日本大百科全書(ニッポニカ) 「クチキムシ」の意味・わかりやすい解説

クチキムシ
くちきむし / 朽木虫
[学] Allecula melanaria

昆虫綱甲虫目クチキムシ科に属する昆虫。日本各地に分布し、体長10ミリメートル前後。細長く黒褐色でかなり光沢があり、触角や脚(あし)などは赤褐色、上ばねには縦溝がある。朽ち木の皮下や落葉下などにおり、一年中みられる。

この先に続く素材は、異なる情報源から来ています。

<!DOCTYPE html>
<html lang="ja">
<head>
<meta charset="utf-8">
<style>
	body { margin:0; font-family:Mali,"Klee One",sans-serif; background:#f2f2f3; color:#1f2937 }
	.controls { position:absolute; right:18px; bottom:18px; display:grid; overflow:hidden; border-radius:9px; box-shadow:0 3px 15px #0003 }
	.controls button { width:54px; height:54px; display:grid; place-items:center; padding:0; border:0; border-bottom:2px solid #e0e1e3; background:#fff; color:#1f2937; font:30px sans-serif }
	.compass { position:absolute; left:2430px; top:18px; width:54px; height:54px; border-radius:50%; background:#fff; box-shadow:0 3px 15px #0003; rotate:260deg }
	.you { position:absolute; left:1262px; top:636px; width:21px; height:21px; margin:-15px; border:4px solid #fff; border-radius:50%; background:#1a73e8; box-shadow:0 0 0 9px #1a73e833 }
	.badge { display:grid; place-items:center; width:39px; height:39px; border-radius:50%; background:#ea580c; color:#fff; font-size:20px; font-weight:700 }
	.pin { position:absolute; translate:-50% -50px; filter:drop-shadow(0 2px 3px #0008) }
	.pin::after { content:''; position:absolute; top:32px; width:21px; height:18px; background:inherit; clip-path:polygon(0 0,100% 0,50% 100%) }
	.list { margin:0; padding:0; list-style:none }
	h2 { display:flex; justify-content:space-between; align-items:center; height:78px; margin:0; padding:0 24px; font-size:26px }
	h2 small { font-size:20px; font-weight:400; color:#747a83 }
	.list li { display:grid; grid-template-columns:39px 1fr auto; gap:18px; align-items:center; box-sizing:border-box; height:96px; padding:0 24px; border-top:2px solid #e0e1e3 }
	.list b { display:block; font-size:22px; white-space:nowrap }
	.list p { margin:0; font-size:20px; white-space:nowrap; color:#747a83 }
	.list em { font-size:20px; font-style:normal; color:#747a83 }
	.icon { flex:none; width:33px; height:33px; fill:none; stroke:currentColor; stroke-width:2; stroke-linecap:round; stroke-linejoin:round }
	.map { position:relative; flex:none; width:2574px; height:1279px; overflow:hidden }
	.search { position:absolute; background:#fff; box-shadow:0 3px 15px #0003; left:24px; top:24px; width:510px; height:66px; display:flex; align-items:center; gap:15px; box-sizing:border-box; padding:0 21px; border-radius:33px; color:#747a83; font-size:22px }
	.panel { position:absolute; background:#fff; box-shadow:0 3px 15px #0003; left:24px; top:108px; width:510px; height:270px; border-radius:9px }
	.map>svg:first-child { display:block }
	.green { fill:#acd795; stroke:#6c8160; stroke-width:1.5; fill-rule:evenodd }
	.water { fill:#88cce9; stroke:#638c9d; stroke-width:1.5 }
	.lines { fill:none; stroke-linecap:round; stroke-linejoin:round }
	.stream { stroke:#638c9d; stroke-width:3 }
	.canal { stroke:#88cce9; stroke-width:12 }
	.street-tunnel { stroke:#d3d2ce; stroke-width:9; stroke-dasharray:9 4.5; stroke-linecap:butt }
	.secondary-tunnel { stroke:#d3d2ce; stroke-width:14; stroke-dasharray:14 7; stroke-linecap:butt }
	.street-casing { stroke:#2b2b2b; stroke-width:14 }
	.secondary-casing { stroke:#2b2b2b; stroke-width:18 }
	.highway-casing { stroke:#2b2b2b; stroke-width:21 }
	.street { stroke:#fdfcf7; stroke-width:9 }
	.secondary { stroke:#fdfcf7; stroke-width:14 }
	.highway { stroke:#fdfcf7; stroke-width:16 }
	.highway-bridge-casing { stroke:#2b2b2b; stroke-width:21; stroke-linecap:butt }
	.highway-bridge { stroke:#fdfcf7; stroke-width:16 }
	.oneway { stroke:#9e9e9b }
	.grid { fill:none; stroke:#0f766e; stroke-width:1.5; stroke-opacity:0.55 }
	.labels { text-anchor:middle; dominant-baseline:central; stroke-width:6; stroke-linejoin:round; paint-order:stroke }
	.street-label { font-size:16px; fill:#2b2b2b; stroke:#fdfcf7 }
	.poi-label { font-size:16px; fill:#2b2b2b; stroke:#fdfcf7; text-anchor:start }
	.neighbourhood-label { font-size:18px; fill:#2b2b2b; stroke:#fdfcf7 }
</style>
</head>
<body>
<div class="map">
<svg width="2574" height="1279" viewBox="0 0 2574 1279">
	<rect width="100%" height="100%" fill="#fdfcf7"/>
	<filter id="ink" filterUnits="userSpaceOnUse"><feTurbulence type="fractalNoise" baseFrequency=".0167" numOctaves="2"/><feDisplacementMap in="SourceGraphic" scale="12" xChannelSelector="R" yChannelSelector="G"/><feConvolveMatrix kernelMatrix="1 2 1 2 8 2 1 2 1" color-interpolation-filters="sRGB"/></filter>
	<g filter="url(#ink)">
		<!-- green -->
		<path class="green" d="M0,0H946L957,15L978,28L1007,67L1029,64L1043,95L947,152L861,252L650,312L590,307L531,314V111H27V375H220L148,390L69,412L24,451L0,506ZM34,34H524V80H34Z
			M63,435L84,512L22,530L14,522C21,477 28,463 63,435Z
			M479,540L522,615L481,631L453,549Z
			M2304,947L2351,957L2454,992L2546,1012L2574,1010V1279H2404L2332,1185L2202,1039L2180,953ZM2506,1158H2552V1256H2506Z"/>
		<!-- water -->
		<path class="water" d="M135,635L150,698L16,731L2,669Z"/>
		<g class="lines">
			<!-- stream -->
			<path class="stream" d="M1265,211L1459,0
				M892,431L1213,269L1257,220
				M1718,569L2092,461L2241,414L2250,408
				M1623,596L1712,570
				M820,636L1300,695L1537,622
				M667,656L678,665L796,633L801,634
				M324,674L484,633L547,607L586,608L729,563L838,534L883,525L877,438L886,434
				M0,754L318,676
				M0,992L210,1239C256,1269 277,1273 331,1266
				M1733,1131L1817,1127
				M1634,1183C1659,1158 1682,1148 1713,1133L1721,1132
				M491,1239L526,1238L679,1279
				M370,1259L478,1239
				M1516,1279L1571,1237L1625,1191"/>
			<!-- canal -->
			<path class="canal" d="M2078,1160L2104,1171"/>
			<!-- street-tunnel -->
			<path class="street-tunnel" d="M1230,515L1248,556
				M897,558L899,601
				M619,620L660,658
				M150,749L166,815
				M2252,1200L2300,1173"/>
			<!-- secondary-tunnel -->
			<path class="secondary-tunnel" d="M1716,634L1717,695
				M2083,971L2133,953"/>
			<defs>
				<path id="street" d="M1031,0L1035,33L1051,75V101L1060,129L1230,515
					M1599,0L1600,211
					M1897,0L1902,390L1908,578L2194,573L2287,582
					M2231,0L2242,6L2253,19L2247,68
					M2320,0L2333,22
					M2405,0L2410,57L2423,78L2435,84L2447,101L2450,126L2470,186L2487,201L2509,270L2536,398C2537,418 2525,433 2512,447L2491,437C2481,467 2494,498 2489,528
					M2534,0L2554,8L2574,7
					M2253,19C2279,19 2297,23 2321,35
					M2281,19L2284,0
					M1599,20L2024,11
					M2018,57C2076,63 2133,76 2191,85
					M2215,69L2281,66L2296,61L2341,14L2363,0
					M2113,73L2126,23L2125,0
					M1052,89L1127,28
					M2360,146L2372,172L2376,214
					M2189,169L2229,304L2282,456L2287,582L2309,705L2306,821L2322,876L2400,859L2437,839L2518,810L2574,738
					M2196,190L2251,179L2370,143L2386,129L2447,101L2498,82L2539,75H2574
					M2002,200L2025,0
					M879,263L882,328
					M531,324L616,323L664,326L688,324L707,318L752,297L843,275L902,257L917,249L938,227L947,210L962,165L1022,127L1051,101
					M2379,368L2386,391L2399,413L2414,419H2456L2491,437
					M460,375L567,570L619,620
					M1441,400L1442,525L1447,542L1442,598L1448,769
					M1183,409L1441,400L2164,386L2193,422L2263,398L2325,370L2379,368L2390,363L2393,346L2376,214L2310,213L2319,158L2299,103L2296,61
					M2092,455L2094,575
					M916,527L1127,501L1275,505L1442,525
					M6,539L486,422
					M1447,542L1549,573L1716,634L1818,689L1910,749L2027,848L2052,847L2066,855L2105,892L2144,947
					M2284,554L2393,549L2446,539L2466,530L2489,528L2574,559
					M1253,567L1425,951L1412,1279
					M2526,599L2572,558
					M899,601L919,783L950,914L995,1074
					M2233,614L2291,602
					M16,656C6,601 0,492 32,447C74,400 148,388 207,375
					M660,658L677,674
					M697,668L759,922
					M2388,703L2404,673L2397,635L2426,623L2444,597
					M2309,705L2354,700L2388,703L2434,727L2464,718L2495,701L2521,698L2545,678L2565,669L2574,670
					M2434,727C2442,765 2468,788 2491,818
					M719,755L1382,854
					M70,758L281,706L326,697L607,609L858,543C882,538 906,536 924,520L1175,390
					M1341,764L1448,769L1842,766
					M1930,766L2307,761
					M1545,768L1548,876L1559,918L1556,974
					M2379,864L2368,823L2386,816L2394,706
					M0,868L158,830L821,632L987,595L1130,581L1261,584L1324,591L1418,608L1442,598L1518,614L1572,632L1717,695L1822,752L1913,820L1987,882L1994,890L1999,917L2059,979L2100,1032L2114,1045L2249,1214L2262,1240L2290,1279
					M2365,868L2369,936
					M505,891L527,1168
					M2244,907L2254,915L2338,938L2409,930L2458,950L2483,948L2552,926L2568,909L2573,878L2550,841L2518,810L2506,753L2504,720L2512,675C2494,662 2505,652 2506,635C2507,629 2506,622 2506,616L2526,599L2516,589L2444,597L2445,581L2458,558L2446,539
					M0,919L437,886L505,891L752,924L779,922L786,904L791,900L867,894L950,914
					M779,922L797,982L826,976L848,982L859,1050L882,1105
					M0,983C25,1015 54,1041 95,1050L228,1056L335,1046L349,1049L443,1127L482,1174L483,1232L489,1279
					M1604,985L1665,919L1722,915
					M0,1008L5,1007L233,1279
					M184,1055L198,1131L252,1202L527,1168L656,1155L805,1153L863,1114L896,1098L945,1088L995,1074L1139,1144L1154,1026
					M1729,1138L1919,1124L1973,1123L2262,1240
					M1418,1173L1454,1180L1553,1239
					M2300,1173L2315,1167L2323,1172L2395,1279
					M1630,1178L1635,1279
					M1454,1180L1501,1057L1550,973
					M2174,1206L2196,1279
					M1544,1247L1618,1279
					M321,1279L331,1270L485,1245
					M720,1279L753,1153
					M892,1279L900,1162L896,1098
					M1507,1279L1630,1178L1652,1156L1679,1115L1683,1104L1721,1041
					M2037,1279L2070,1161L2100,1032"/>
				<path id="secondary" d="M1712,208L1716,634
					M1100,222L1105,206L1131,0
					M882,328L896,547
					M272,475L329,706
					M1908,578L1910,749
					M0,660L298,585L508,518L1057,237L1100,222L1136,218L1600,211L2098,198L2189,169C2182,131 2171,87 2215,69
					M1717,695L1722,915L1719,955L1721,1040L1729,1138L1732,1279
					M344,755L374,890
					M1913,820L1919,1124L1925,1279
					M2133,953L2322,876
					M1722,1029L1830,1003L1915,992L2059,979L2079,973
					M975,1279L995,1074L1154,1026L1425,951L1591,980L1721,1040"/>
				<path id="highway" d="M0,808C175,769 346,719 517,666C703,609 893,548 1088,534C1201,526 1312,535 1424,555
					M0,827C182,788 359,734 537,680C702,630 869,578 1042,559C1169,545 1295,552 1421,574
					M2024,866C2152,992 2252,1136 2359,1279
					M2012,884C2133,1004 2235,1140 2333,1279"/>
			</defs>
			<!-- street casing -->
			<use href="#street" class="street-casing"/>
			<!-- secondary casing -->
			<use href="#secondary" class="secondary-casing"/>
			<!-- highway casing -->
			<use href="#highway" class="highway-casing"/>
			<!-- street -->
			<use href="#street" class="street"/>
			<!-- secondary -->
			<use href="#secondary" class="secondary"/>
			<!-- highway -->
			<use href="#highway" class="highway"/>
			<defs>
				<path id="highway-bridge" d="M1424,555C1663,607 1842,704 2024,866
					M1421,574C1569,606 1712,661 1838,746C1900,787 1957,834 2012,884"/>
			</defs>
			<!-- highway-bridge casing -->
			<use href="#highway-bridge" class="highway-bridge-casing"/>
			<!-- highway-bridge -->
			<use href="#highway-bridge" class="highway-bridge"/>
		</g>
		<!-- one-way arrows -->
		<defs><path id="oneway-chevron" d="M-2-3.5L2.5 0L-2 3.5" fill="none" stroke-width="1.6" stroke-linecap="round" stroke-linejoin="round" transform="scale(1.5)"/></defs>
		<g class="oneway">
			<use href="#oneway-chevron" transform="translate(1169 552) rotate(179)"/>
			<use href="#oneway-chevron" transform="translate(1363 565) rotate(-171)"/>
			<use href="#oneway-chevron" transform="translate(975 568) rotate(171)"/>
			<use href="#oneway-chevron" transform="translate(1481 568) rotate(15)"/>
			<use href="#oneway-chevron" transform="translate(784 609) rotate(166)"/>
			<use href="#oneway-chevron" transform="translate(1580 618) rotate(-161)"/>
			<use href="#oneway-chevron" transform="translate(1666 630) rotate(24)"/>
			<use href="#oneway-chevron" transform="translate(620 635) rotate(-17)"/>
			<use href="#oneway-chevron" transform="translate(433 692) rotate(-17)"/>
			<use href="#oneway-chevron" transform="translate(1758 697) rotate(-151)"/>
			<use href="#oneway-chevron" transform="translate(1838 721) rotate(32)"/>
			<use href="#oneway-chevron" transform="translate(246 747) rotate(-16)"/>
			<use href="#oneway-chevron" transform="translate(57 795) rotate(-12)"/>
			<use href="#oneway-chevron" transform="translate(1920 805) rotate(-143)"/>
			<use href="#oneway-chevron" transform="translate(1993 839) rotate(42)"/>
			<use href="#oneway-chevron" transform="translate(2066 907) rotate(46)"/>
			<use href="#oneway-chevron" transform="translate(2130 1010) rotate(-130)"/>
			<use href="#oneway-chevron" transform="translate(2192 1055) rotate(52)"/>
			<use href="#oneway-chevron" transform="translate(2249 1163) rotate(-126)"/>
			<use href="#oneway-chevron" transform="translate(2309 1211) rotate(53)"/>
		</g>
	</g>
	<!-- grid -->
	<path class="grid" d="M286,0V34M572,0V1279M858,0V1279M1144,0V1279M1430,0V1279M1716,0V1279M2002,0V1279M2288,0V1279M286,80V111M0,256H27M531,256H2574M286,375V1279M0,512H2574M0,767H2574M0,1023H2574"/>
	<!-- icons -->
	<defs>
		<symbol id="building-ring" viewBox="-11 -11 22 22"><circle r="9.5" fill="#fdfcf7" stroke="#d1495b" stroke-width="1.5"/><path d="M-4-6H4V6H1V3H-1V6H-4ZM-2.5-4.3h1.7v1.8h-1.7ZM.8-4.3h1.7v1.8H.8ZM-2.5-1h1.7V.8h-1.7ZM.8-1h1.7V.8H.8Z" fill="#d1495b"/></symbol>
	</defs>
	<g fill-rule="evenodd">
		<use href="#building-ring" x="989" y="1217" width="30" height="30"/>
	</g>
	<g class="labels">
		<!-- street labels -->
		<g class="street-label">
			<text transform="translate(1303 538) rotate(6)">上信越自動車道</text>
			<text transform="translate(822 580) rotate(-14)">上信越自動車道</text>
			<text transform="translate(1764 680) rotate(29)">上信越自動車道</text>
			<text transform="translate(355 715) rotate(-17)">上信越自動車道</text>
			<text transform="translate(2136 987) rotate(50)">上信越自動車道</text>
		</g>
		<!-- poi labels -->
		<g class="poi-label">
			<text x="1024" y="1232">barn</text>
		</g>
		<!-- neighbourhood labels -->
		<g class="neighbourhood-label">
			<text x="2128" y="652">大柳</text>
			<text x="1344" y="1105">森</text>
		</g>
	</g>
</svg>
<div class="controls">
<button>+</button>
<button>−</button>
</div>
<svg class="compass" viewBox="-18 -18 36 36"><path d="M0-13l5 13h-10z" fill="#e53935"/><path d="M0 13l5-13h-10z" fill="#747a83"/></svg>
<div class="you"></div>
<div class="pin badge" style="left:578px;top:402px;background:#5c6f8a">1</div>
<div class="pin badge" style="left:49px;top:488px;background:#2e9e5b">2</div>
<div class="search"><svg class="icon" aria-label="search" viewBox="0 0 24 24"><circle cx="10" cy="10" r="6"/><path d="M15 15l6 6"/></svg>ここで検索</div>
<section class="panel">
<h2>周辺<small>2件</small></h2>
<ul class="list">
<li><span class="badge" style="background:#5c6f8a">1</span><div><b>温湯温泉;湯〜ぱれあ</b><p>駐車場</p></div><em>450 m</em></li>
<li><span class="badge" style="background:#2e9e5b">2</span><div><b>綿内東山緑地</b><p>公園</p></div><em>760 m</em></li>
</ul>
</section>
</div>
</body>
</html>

 クチキムシ科Alleculidaeは、世界各地に分布し、熱帯域に多く、1100種以上が知られ、日本には30種余が産する。体長4~20ミリメートル、細長い種や卵形の種もあるが、多少とも紡錘形ないし舟形が普通。触角は糸状、まれに櫛(くし)状。脚は細く、跗節(ふせつ)は5節で後肢だけ4節、つめには櫛状に歯がある。色彩は一般に単調で、多くは赤褐色ないし黒色、ときにキイロクチキムシCteniopinus hypocritaのように鮮黄色のものや黄赤色のものがある。オオクチキムシA. fuliginosaなどはクチキムシ同様に朽ち木や落葉下にいるが、アカバヒメクチキムシHymenalia rufipennisは樹葉上に、フナガタクチキムシIsomira oculataは花上にみられ、クロホシクチキムシPseudocistela haagi灯火にくる。